--- DATA EXTRACT Enclosed Below ---
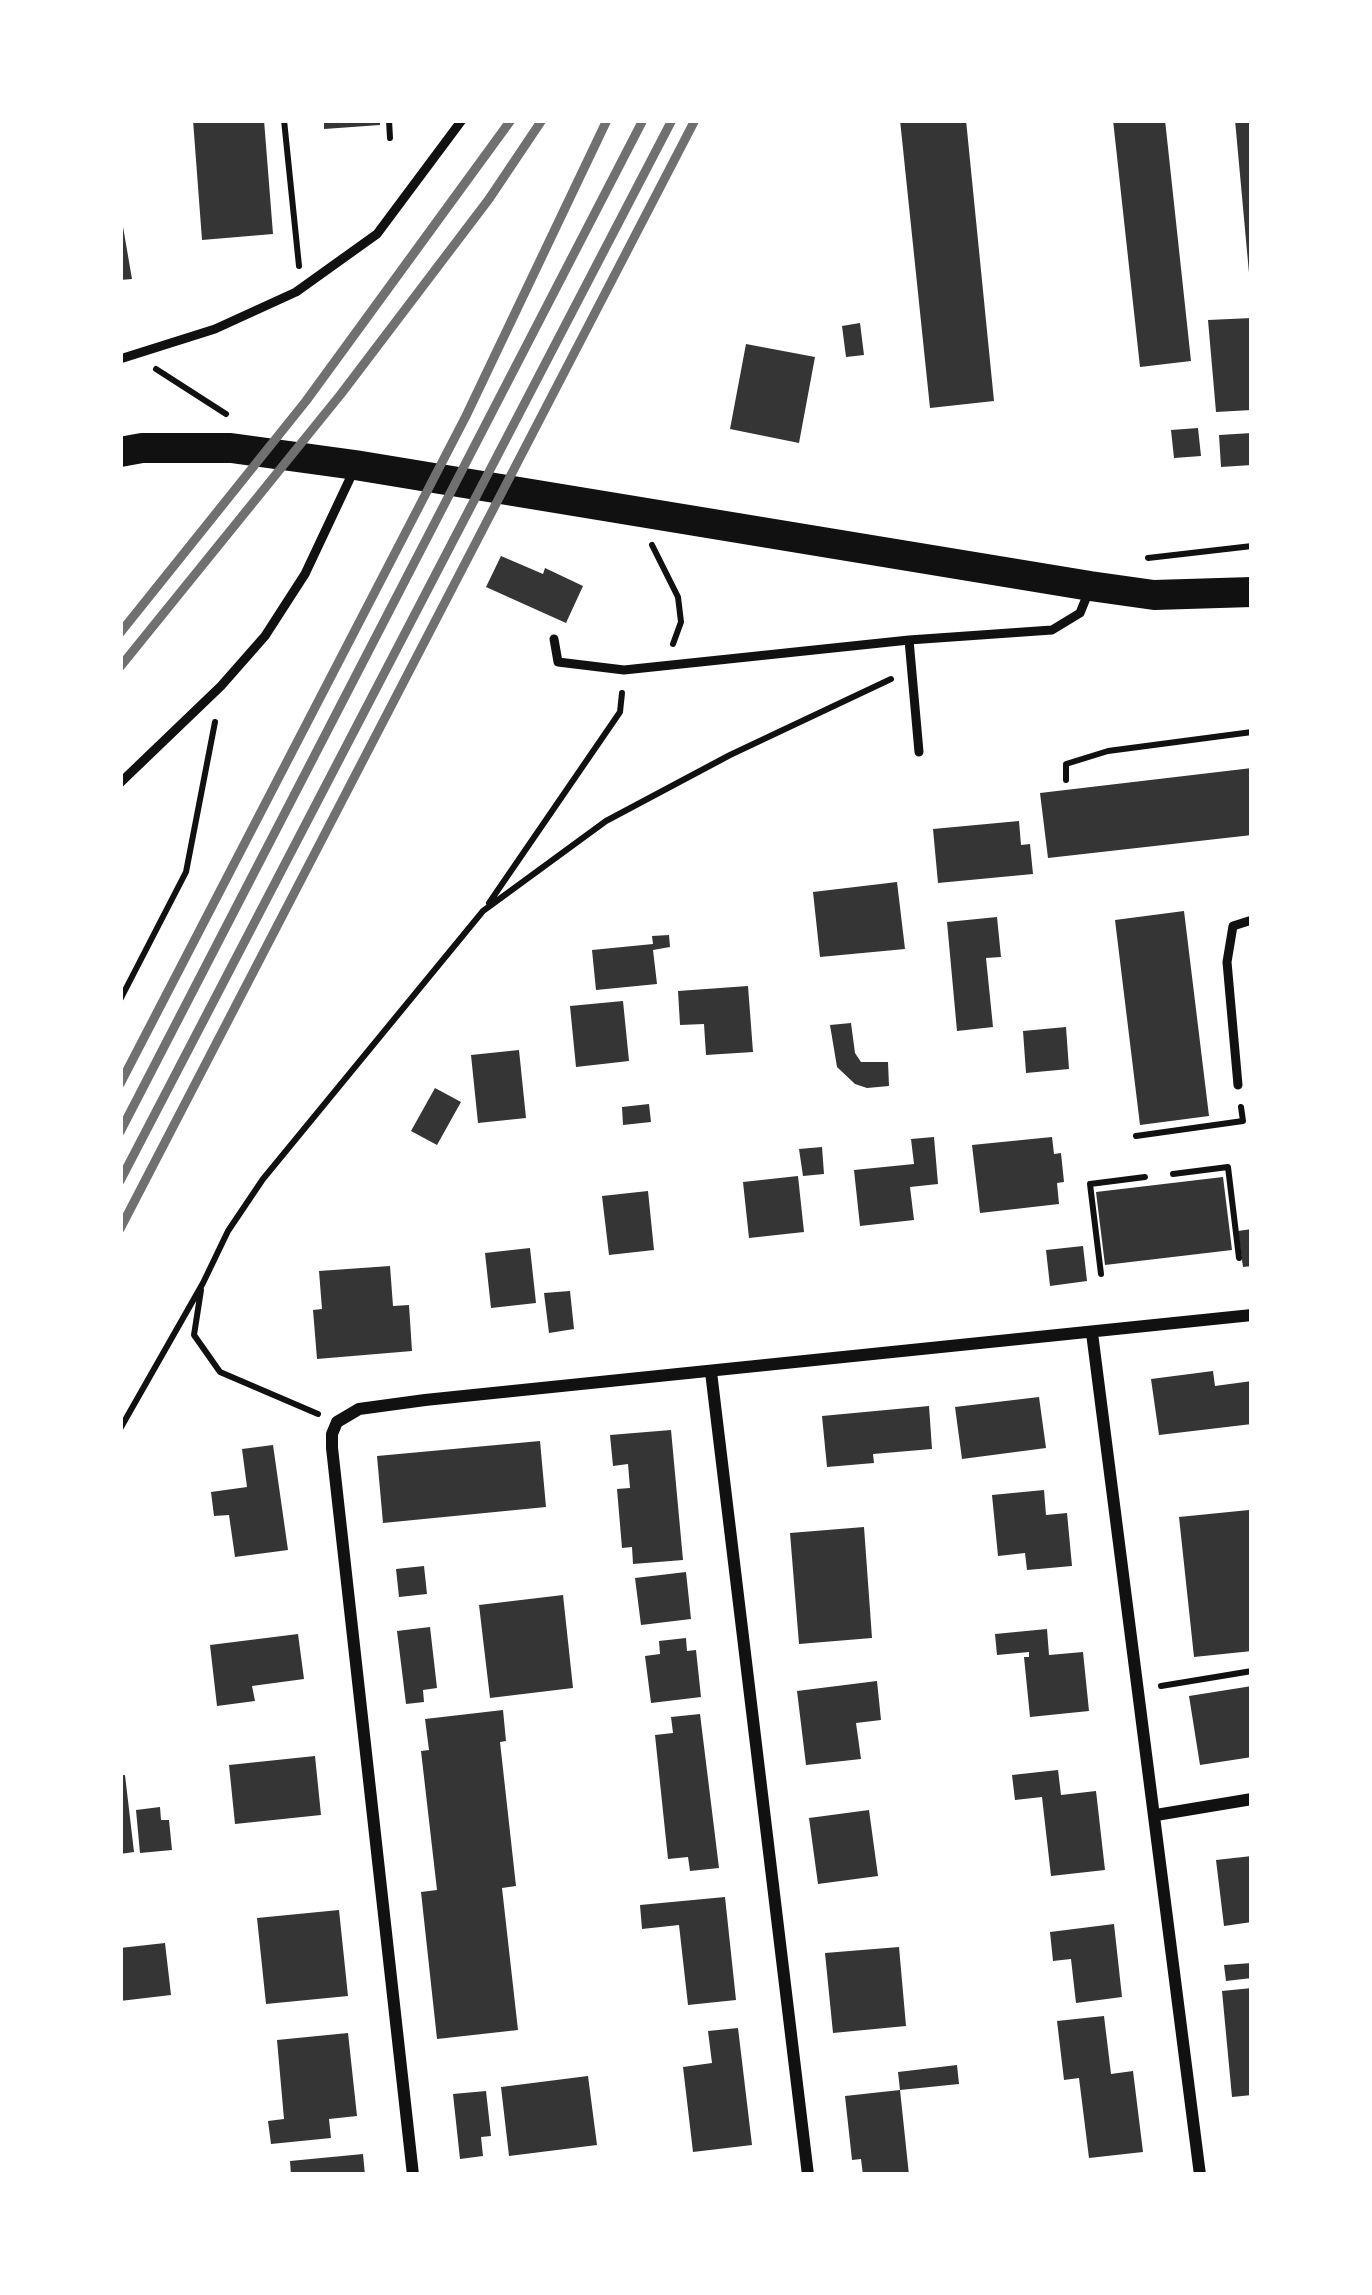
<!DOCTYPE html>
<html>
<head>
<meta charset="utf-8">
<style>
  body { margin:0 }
  #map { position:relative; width:1372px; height:2295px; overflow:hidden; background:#fff; font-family:"Sofia Sans Condensed",sans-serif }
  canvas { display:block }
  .frame { position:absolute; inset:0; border:123px solid #fff; pointer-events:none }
</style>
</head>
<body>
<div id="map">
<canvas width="1372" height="2295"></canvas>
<div class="frame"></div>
</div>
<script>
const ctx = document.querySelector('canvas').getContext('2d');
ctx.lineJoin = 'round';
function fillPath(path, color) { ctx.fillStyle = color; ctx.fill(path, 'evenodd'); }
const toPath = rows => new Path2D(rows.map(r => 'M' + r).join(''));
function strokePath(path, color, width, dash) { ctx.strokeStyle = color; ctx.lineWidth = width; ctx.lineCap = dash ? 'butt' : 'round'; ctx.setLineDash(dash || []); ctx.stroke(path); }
fillPath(toPath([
  [193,120,264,120,273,234,202,240],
  [324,120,380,120,380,125,324,129],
  [900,120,966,120,994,401,930,408],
  [1113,120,1165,120,1191,361,1140,367],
  [1235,120,1252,120,1252,273,1249,273],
  [122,221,132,279,120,280,120,222],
  [1252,318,1252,410,1216,412,1208,320],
  [860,323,864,355,846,357,842,326],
  [746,344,815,357,799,443,730,429],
  [1198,428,1201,456,1174,458,1171,430],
  [1252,433,1252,465,1221,467,1219,435],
  [501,556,543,574,545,568,583,586,566,623,486,587],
  [1252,768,1252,835,1048,858,1040,793],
  [1019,821,1021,845,1030,844,1033,874,938,883,933,829],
  [897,882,905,949,820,957,813,892],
  [1184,911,1209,1116,1140,1125,1115,920],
  [997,917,1001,957,986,958,993,1027,957,1031,947,922],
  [669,935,670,947,653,950,657,984,596,990,592,950,653,944,652,936],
  [748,986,753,1052,706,1055,704,1024,680,1025,678,991],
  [623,1001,629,1061,576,1067,570,1006],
  [851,1023,855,1053,861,1062,888,1062,889,1086,867,1088,855,1084,837,1067,830,1025],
  [1066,1027,1069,1069,1026,1073,1023,1031],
  [519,1050,526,1118,478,1123,471,1055],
  [435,1088,461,1102,437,1145,411,1131],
  [649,1104,651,1122,623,1125,622,1107],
  [934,1137,938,1184,910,1187,914,1220,860,1226,854,1170,914,1164,911,1139],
  [1052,1137,1054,1154,1061,1153,1064,1182,1057,1183,1059,1204,980,1213,972,1145],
  [822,1147,824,1174,803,1176,799,1149],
  [798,1176,804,1232,749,1238,743,1182],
  [1223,1177,1232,1250,1105,1265,1096,1192],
  [648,1191,654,1250,609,1255,602,1196],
  [1252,1229,1252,1266,1243,1267,1238,1231],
  [1083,1246,1087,1281,1050,1286,1046,1250],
  [530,1248,536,1303,491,1308,485,1253],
  [390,1266,393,1306,409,1305,412,1351,317,1359,313,1310,322,1309,319,1271],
  [570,1291,574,1329,549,1333,544,1293],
  [1213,1371,1215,1386,1252,1381,1252,1424,1159,1435,1151,1379],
  [1039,1397,1046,1448,962,1459,955,1407],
  [929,1406,932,1449,873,1454,874,1463,827,1467,822,1416],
  [671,1430,683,1560,633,1564,632,1547,622,1548,617,1489,630,1488,628,1464,613,1466,610,1435],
  [540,1441,546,1507,383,1523,377,1456],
  [273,1445,288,1550,235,1557,229,1515,214,1516,211,1492,247,1487,242,1449],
  [1044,1490,1046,1515,1067,1513,1072,1566,1027,1570,1025,1553,998,1556,992,1495],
  [1249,1510,1252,1651,1194,1657,1179,1517],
  [864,1527,872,1638,799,1644,790,1533],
  [424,1566,427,1594,399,1597,396,1569],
  [686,1572,691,1619,641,1625,635,1578],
  [563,1595,573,1688,490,1698,479,1605],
  [430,1627,437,1688,423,1690,424,1702,406,1704,397,1631],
  [1047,1629,1049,1655,1083,1652,1089,1711,1030,1717,1024,1657,1029,1657,1029,1652,997,1655,995,1634],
  [298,1634,304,1679,252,1686,255,1701,217,1706,210,1645],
  [686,1638,687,1651,696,1650,701,1697,651,1703,645,1656,660,1654,659,1641],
  [877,1681,881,1720,856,1723,861,1759,806,1765,797,1691],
  [1252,1686,1252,1757,1200,1765,1189,1696],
  [503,1710,506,1741,500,1742,516,1886,502,1888,518,2030,437,2039,421,1892,437,1890,421,1751,429,1750,425,1719],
  [700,1714,719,1868,690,1871,688,1857,668,1859,655,1735,673,1733,671,1717],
  [315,1756,321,1815,235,1824,229,1765],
  [1058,1770,1061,1795,1096,1791,1105,1870,1051,1876,1042,1797,1015,1800,1012,1775],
  [120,1775,125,1775,134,1852,120,1854],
  [160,1807,161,1820,169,1820,172,1850,140,1853,136,1810],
  [869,1810,878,1876,818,1884,809,1818],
  [1252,1856,1252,1922,1224,1926,1216,1860],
  [725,1897,736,2000,688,2005,679,1925,642,1929,640,1905],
  [339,1910,348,1996,266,2004,257,1918],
  [1114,1924,1122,1997,1076,2003,1071,1959,1053,1961,1050,1932],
  [165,1943,171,1995,120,2001,120,1948],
  [899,1947,906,2026,833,2033,825,1953],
  [1252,1963,1252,1978,1226,1981,1224,1965],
  [1252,1988,1252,2095,1232,2097,1222,1991],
  [1104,2016,1111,2074,1133,2071,1143,2152,1089,2158,1079,2078,1064,2080,1057,2021],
  [738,2028,752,2145,693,2152,683,2067,712,2063,708,2031],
  [348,2033,357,2116,329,2119,331,2138,271,2144,268,2121,284,2119,277,2040],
  [957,2065,959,2084,900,2090,909,2175,863,2175,861,2159,852,2160,845,2096,900,2090,898,2072],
  [588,2076,597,2145,509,2156,501,2087],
  [486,2091,491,2136,481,2137,483,2156,460,2159,453,2094],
  [363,2154,365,2175,291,2175,290,2161]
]), '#353535');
strokePath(toPath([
  [284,120,299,266],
  [389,120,390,138],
  [156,369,226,414],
  [652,545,678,597,681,622,673,644],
  [1148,558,1252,546],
  [1066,780,1066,764,1108,751,1252,732],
  [489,903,620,712,622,693],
  [120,1000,186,872,215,722],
  [1136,1136,1243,1121,1241,1107],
  [1173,1174,1228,1167,1239,1258],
  [1101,1274,1090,1184,1145,1177],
  [201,1290,194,1335,220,1372,318,1414],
  [120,1429,203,1283,228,1231,263,1179,483,911,606,821,730,755,891,679],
  [1161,1686,1252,1671]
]), '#111', 6);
strokePath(toPath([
  [120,359,215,329,296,292,377,234,462,120],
  [554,639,558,662,624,670,909,640,1052,630,1080,613,1089,591],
  [909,640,919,752],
  [120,783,221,686,265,636,305,574,354,470],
  [1238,1085,1227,962,1233,926,1252,920]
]), '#111', 9);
strokePath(toPath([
  [1092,1333,1200,2175],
  [711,1372,808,2175],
  [1156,1815,1252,1799],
  [413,2175,332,1448,332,1434,337,1422,359,1409,425,1400,1252,1315]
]), '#111', 12);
strokePath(toPath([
  [120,452,142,448,231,448,355,465,1090,586,1154,595,1252,592]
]), '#111', 30);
strokePath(toPath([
  [120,633,306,401,511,120],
  [120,667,341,394,489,199,542,120],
  [120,1084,466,416,607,120],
  [120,1132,643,120],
  [120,1181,672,120],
  [120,1229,695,120]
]), '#707070', 9);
</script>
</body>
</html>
--- End of Enclosed DATA EXTRACT ---
Could you restate word for word the lines above, from the one that contains "function fillPath(path, color)" through the one that contains "const toPath = rows", and no others?

### ANSWER AREA
function fillPath(path, color) { ctx.fillStyle = color; ctx.fill(path, 'evenodd'); }
const toPath = rows => new Path2D(rows.map(r => 'M' + r).join(''));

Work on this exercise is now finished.